• [What needs to be done] Using the entries below, copy out all lines where "canvas" is found.

Records to use START

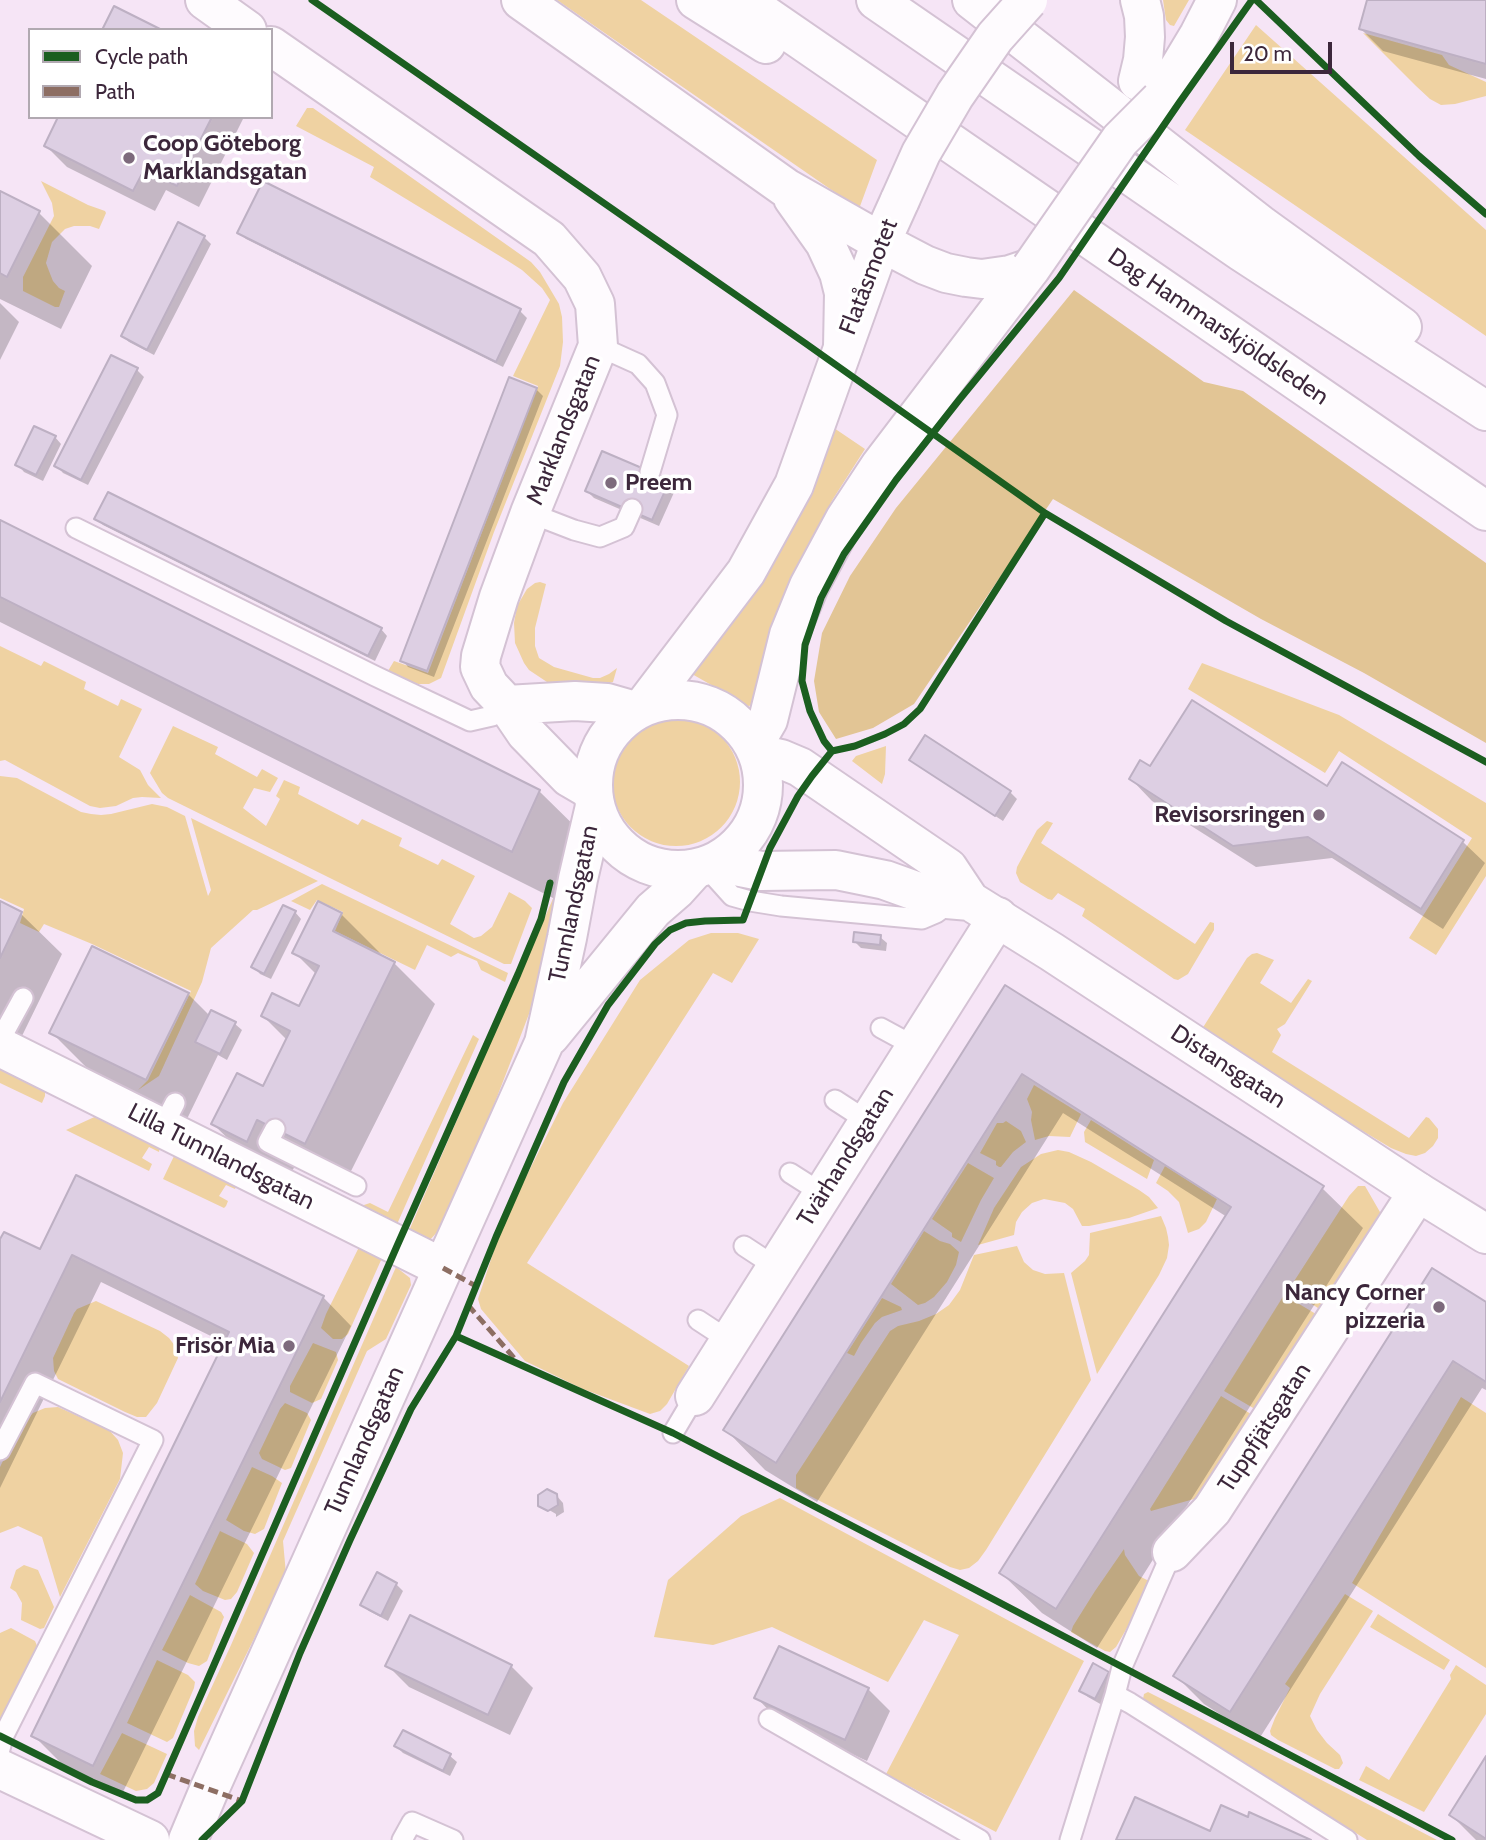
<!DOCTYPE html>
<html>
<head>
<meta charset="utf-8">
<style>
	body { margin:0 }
	#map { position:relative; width:1486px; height:1840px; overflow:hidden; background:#f6e5f6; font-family:Cabin,sans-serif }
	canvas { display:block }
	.legend { position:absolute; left:28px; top:28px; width:245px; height:91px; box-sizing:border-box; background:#fff; border:2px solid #b1a9b1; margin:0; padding:9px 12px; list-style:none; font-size:21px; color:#3c273b }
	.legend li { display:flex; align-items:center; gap:14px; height:35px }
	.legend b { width:35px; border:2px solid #b1a9b1 }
	.scale { position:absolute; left:1230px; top:42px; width:102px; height:32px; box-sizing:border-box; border:4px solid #3c273b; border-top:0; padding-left:9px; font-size:21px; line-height:24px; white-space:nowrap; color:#3c273b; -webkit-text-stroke:5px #fff; paint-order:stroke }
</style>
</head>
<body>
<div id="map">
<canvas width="1486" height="1840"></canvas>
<ul class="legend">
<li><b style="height:9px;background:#1b5e20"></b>Cycle path</li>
<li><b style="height:9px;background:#8d6e63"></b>Path</li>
</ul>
<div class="scale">20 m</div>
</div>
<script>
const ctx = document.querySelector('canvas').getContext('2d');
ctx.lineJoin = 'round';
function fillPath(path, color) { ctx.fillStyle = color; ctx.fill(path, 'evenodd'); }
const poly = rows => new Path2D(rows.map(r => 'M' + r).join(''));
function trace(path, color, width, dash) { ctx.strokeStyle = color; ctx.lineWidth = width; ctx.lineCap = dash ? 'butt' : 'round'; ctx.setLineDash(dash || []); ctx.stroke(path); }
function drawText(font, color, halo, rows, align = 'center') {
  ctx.font = font + ' Cabin,sans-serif'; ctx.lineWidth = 7; ctx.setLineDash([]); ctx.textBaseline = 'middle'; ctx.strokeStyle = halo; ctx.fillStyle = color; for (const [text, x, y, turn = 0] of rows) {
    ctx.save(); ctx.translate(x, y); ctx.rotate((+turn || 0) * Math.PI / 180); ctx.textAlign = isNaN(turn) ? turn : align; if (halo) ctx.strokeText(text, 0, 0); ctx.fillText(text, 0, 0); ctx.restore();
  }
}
fillPath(poly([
	[557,0,641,0,877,160,859,209],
	[1163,0,1189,0,1174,26,1170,25,1166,20],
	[1256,25,1486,230,1486,336,1185,130],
	[1363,33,1442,55,1449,65,1486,82,1486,96,1455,104,1441,105,1430,99,1416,86],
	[307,108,313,108,531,262,540,272,559,304,562,317,563,342,560,366,494,532,441,678,429,684,418,684,396,676,388,671,394,661,428,673,538,386,513,376,550,300,542,288,522,270,508,261,370,177,374,167,296,126],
	[41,181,88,205,105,211,106,213,99,229,90,226,74,226,65,229,52,242,46,263,49,271,53,281,59,288,65,291,59,307,55,307,23,291,23,277,54,216,52,203],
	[831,426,865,449,833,499,805,552,781,608,754,705,748,706,692,674],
	[540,582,546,584,535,628,535,646,539,658,554,667,593,678,600,678,609,674,617,668,613,682,603,685,550,684,529,670,524,663,515,643,514,623,517,606,527,589,535,583],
	[0,646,41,666,44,661,86,682,84,689,118,706,121,699,142,709,119,757,140,770,148,785,161,798,142,797,133,798,116,806,100,808,90,806,5,760,0,761],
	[1202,663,1339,715,1486,803,1486,876,1436,955,1409,938,1472,838,1339,751,1325,773,1188,689],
	'612 782a64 64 0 1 1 128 0a64 64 0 1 1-128 0Z',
	[173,726,218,747,215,754,257,777,262,769,278,778,270,792,254,788,243,808,266,826,280,799,276,796,284,780,300,787,298,794,358,825,362,819,402,838,399,846,438,865,442,859,475,876,450,924,474,938,481,936,492,927,509,892,525,901,532,908,511,964,504,964,168,798,162,793,150,773],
	[886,746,885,774,882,784,852,761,856,756],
	[0,776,17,778,81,812,91,814,101,815,111,814,152,804,167,807,185,816,208,896,211,890,191,818,318,881,257,910,253,910,211,948,202,982,159,1076,138,1090,148,1080,191,991,92,944,44,924,39,932,20,923,24,909,0,898],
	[1047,821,1053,823,1041,843,1195,944,1210,922,1214,923,1214,930,1188,974,1178,980,1174,979,1082,916,1085,909,1058,893,1052,900,1048,899,1020,882,1016,873,1017,867,1037,830],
	[322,884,508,973,505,982,481,970,477,961,458,953,451,957,427,945,415,970,335,931,343,912,317,900,310,910,291,901],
	[558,887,560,894,534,1001,462,1188,440,1229,427,1243,408,1233],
	[711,933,738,933,759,939,732,983,713,973,527,1263,689,1366,667,1404,660,1411,650,1414,583,1389,525,1361,481,1309,478,1299,503,1223,563,1103,640,980,689,940],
	[1257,953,1274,960,1260,983,1291,1003,1308,979,1312,981,1285,1024,1277,1029,1281,1035,1272,1052,1409,1138,1426,1117,1429,1118,1438,1129,1438,1138,1433,1146,1425,1153,1416,1156,1406,1154,1391,1148,1286,1085,1202,1029,1247,958,1252,954],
	[473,1035,479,1039,398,1222,394,1226,365,1211,364,1205,370,1203,388,1212],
	[0,1064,45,1090,45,1096,42,1103,0,1083],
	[1034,1085,1081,1114,1070,1137,1049,1136,1035,1140,1031,1120,1032,1112,1027,1099],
	[101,1114,160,1146,159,1152,149,1147,142,1158,152,1164,149,1171,66,1130],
	[1091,1120,1154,1160,1147,1179,1085,1142,1084,1132],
	[1006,1121,1021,1131,1026,1142,1013,1152,1001,1167,999,1167,996,1165,996,1161,980,1153,997,1123,1003,1123],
	[1058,1150,1069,1152,1091,1162,1139,1190,1149,1197,1158,1208,1129,1218,1089,1226,1082,1226,1073,1209,1065,1203,1044,1199,1032,1203,1022,1212,1016,1222,1014,1235,978,1245,994,1208,1021,1167,1041,1154],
	[175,1154,237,1185,235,1189,226,1185,219,1196,228,1201,226,1206,224,1208,163,1179],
	[968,1163,994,1178,981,1200,961,1242,952,1237,952,1233,932,1219],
	[1165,1166,1217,1199,1206,1222,1199,1229,1188,1233,1179,1202,1168,1191,1156,1183],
	[1358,1186,1365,1186,1384,1219,1324,1312,1289,1289,1349,1196],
	[1161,1216,1166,1228,1168,1237,1169,1245,1167,1258,1159,1275,1097,1374,1071,1273,1085,1261,1089,1255,1090,1233],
	[924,1231,940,1241,950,1244,959,1252,956,1265,947,1282,934,1297,925,1303,918,1305,891,1284],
	[361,1243,382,1258,348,1334,342,1339,333,1339,321,1328,326,1314],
	[1017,1246,1024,1262,1033,1270,1045,1274,1064,1273,1091,1380,986,1550,978,1561,969,1568,960,1570,950,1567,810,1496,796,1488,796,1475,890,1331,898,1326,919,1321,936,1314,949,1305,960,1290,974,1255],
	[396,1267,410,1278,411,1285,386,1339,367,1351,283,1541,286,1574,199,1750,195,1746,194,1731,198,1717,231,1645],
	[1284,1295,1321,1317,1260,1412,1224,1391],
	[882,1298,901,1307,902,1310,882,1317,875,1323,861,1343,854,1356,847,1353],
	[96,1301,160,1331,169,1338,175,1346,178,1358,157,1403,146,1417,137,1417,125,1412,58,1379,54,1371,53,1358,74,1313,77,1309],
	[313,1343,336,1352,338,1360,321,1399,312,1403,290,1392,290,1386],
	[1221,1396,1251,1414,1205,1496,1151,1511,1150,1509],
	[1461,1397,1486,1413,1486,1668,1352,1583],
	[285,1403,307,1413,311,1420,291,1468,285,1470,262,1459,259,1453,280,1409],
	[58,1407,109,1430,118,1440,123,1453,120,1479,60,1597,42,1537,18,1526,0,1533,0,1467,16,1434,23,1423,33,1413,45,1408],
	[252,1467,272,1476,282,1483,264,1529,255,1534,244,1531,226,1520],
	[780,1498,1084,1661,996,1832,886,1774,959,1635,924,1620,888,1682,772,1627,713,1645,654,1637,668,1580,741,1516],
	[220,1531,247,1544,254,1553,237,1592,231,1599,225,1600,203,1591,195,1584],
	[1124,1549,1125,1555,1139,1576,1147,1580,1154,1581,1116,1647,1110,1652,1105,1651,1071,1632,1073,1626,1095,1591],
	[24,1565,38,1570,54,1607,44,1628,40,1629,21,1620,22,1603,16,1592,10,1588,16,1570],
	[1345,1594,1373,1611,1320,1694,1310,1716,1317,1730,1327,1743,1340,1755,1343,1763,1339,1769,1335,1769,1278,1740,1271,1735,1270,1731,1275,1718,1290,1688,1285,1684],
	[190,1595,221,1612,224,1617,207,1661,199,1666,188,1663,162,1650],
	[1378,1614,1450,1660,1444,1670,1370,1627],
	[11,1628,35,1641,38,1648,0,1722,0,1633],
	[157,1660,188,1675,195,1682,194,1688,173,1738,167,1742,127,1723],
	[1456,1665,1486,1685,1486,1714,1424,1812,1359,1780,1366,1766,1389,1780,1451,1679,1450,1675],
	[1148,1692,1306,1772,1437,1840,1367,1840,1143,1699,1144,1694],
	[122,1733,167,1754,154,1783,147,1789,136,1791,100,1774]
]), '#efd2a2');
fillPath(poly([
	[1074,290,1204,382,1243,391,1486,563,1486,743,1364,673,1261,619,1053,499,914,704,873,728,836,739,819,712,814,681,822,633,850,576,896,508]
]), '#e2c595');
fillPath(poly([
	[1369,0,1486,0,1486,79,1383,51,1361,29],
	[60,117,244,117,199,207,166,190,155,211,67,167,46,146],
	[264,183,520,311,527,318,503,367,246,239,239,233],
	[0,193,39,213,92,266,61,329,0,299],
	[204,237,211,244,154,355,129,342,123,336],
	[0,303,19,322,0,360],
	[137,370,144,377,88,485,63,473,57,466],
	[536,389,543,396,434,677,408,667,402,660],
	[55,437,61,444,43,481,24,472,18,465],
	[669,481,676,488,659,526,594,498,587,491],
	[96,518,381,629,387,636,375,661,103,525],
	[0,522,539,791,593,844,565,904,0,622],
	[911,760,1010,792,1017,799,1003,821,918,766],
	[1151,769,1327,789,1463,842,1485,863,1443,929,1332,858,1256,867,1152,801,1131,779],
	[0,903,21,914,62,954,21,1038,0,1028],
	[295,912,301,919,271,979,260,974,254,967],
	[341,914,381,954,380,956,394,963,435,1004,345,1183,298,1160,287,1181,254,1164,213,1124,263,1088,287,1040,263,1016,300,1008,317,975,294,952],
	[880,937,887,943,886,951,861,948,854,941],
	[1006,987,1322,1188,1363,1228,1097,1648,1042,1613,1001,1573,1227,1217,1063,1113,817,1502,765,1470,725,1429],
	[188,994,210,1016,235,1024,242,1030,227,1060,218,1055,187,1119,92,1073,51,1032],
	[77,1177,323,1297,351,1326,122,1794,62,1764,33,1735,225,1343,101,1282,0,1488,0,1243,40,1252],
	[1486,1304,1486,1390,1482,1388,1259,1739,1204,1704,1175,1675],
	[556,1495,563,1503,564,1512,556,1517,556,1514,544,1507,544,1510,540,1505],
	[396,1584,403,1591,388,1621,369,1611,362,1605],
	[387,1665,511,1666,533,1688,510,1735,409,1687],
	[1108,1673,1115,1680,1102,1705,1088,1697,1081,1691],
	[868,1689,890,1711,867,1761,778,1720,757,1698],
	[404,1732,450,1756,457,1762,450,1776,403,1753,396,1746],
	[1486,1759,1486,1840,1476,1840,1451,1815]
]), '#0003');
const building = poly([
	[1367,0,1486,0,1486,64,1359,29,1367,0],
	[114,6,162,30,102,30,114,6],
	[58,117,212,117,177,186,144,170,133,191,44,146,58,117],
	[263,181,521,309,496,362,237,233,263,181],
	[0,191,40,211,7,277,0,273,0,191],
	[178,222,205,236,147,350,121,336,178,222],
	[111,355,138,368,81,480,54,466,111,355],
	[509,377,537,388,427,671,400,661,509,377],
	[34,426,56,436,36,475,15,465,34,426],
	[602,451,670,480,652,520,585,491,602,451],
	[108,492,382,628,368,656,94,519,108,492],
	[0,520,540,790,512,852,0,597,0,520],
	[1192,700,1327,786,1342,762,1464,840,1421,909,1308,837,1233,846,1129,779,1140,760,1150,766,1192,700],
	[925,735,1011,791,995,816,909,760,925,735],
	[0,901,22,912,0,958,0,901],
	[318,901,342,913,333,931,395,962,305,1144,257,1120,247,1142,211,1124,237,1073,263,1086,290,1031,261,1016,272,993,299,1006,319,966,292,953,318,901],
	[283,905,296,911,264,974,251,967,283,905],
	[854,932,881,935,880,945,853,942,854,932],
	[92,946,189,993,146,1080,49,1033,92,946],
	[1005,985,1324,1186,1056,1609,999,1573,1231,1207,1022,1074,776,1463,723,1430,1005,985],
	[211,1010,236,1022,220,1054,195,1042,211,1010],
	[76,1175,324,1296,93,1766,31,1736,229,1332,72,1255,0,1402,0,1239,4,1232,40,1249,76,1175],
	[1432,1268,1486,1302,1486,1382,1453,1361,1230,1712,1173,1676,1432,1268],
	[547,1489,557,1494,558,1505,548,1511,538,1506,538,1495,547,1489],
	[377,1572,397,1583,381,1616,360,1605,377,1572],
	[410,1615,512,1665,488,1715,385,1666,410,1615],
	[779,1646,869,1688,845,1740,754,1698,779,1646],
	[1093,1663,1109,1672,1095,1699,1079,1691,1093,1663],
	[403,1730,451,1754,443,1771,394,1746,403,1730],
	[1486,1756,1486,1839,1449,1815,1486,1756],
	[1135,1797,1210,1831,1221,1805,1248,1817,1249,1812,1311,1840,1116,1840,1135,1797]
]);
fillPath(building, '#ddcfe3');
trace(building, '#bdb0c3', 2);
const service = poly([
	[598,346,638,364,655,383,667,415,650,472],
	[530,513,574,530,600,537,624,527,632,509],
	[76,528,375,676,470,721,492,716,507,705],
	[705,866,732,896,750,901,781,906,922,919,936,913,951,902],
	[881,1028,916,1047],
	[0,1040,23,998],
	[835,1100,869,1122],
	[162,1128,175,1103],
	[275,1129,268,1142,356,1186],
	[790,1173,823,1194],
	[744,1246,776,1267],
	[698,1320,730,1341],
	[673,1433,695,1396],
	[0,1450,35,1383,153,1440,3,1737,0,1749],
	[1172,1552,1122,1667,1115,1695,1130,1703,1347,1840],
	[769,1719,980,1840],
	[402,1840,412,1822,453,1840],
	[1070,1840,1115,1695]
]);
const minor = poly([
	[205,0,247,30],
	[271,46,549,239,582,277,595,304,598,346,530,513,499,597,481,656,480,667,489,686,507,705,526,733,569,777,593,791],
	[507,705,575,701,607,703,635,711],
	[550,1036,653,910,676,890,695,869],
	[0,1047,443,1268],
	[695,1396,998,917],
	[1172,1552,1212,1510,1418,1192],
	[0,1769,150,1840],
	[188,1840,209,1790,544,1043,567,938,578,879,595,806]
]);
const tertiary = poly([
	[1138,81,1143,60,1145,37,1144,16,1140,0],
	[1160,100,1199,35,1217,0],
	[881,242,925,265,946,273,966,277,982,279,1010,275,1031,268],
	'593 785a85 85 0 1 1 170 0a85 85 0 1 1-170 0Z',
	[644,706,746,572,794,485,881,242,900,200],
	[754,744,768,720,789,635,809,586,845,519,880,466,1031,268],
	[758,754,781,759,800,767,948,868,970,901],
	[715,862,761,871,836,870,885,880,935,898,970,901,1052,952,1418,1192,1486,1234]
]);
const primary = poly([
	[521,0,786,188,881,242],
	[696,0,766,44],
	[743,0,1486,511],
	[876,0,1242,252,1486,411],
	[972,0,1262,226,1402,327],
	[793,198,825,243,839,273,844,293,843,347]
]);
trace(service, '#d4c2d4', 23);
trace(minor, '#d4c2d4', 42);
trace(tertiary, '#d4c2d4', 42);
trace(primary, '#d4c2d4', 42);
trace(service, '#fefbfe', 19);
trace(minor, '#fefbfe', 38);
trace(tertiary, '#fefbfe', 38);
trace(primary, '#fefbfe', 38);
const tertiaryBridge = poly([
	[900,200,921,153,955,95,995,37,1028,0],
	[1031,268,1120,140,1160,100]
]);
trace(tertiaryBridge, '#d4c2d4', 42, []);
trace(tertiaryBridge, '#fefbfe', 38);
trace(poly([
	[443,1268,476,1286],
	[468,1305,515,1359],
	[166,1774,242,1801,243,1798]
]), '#8d6e63', 5, [10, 5]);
trace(poly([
	[312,0,805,343,1045,513,1226,621,1486,762],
	[1256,0,1419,156,1486,214],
	[832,751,824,741,810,711,802,681,805,645,821,598,844,554,896,480,959,400,1059,278,1179,103,1252,0],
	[456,1336,673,1433,970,1587,1452,1840],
	[0,1736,92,1782,136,1800,147,1800,158,1793,397,1246,518,974,541,919,550,883],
	[202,1840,242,1801,300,1653,350,1540,411,1409,456,1336,496,1237,564,1082,608,1005,655,944,670,930,686,923,705,921,743,920,770,848,798,796,812,776,832,751,855,746,885,734,904,724,920,709,1045,513]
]), '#1b5e20', 7);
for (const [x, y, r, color] of [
	[129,158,7,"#7d6a7c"],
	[611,483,7,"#7d6a7c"],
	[1319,815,7,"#7d6a7c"],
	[1439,1307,7,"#7d6a7c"],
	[289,1346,7,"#7d6a7c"]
]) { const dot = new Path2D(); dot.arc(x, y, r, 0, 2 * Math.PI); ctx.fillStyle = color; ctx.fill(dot); trace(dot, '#fff', 2.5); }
drawText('bold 24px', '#3c273b', '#fff', [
	["Coop Göteborg",143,144,"left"],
	["Marklandsgatan",143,172,"left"],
	["Preem",625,483,"left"],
	["Revisorsringen",1305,815],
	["Nancy Corner",1425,1293],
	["pizzeria",1425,1321],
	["Frisör Mia",275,1346]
], 'right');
drawText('24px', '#3c273b', '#fff', [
	["Flatåsmotet",869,277,-69],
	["Dag Hammarskjöldsleden",1218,327,34],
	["Marklandsgatan",564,430,-68],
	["Tunnlandsgatan",574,904,-78],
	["Distansgatan",1228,1067,33],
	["Lilla Tunnlandsgatan",221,1157,27],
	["Tvärhandsgatan",846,1157,-58],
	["Tuppfjätsgatan",1265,1428,-57],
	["Tunnlandsgatan",365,1441,-66]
]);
</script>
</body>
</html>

Records to use END

• [Solved exercise]
	canvas { display:block }
<canvas width="1486" height="1840"></canvas>
const ctx = document.querySelector('canvas').getContext('2d');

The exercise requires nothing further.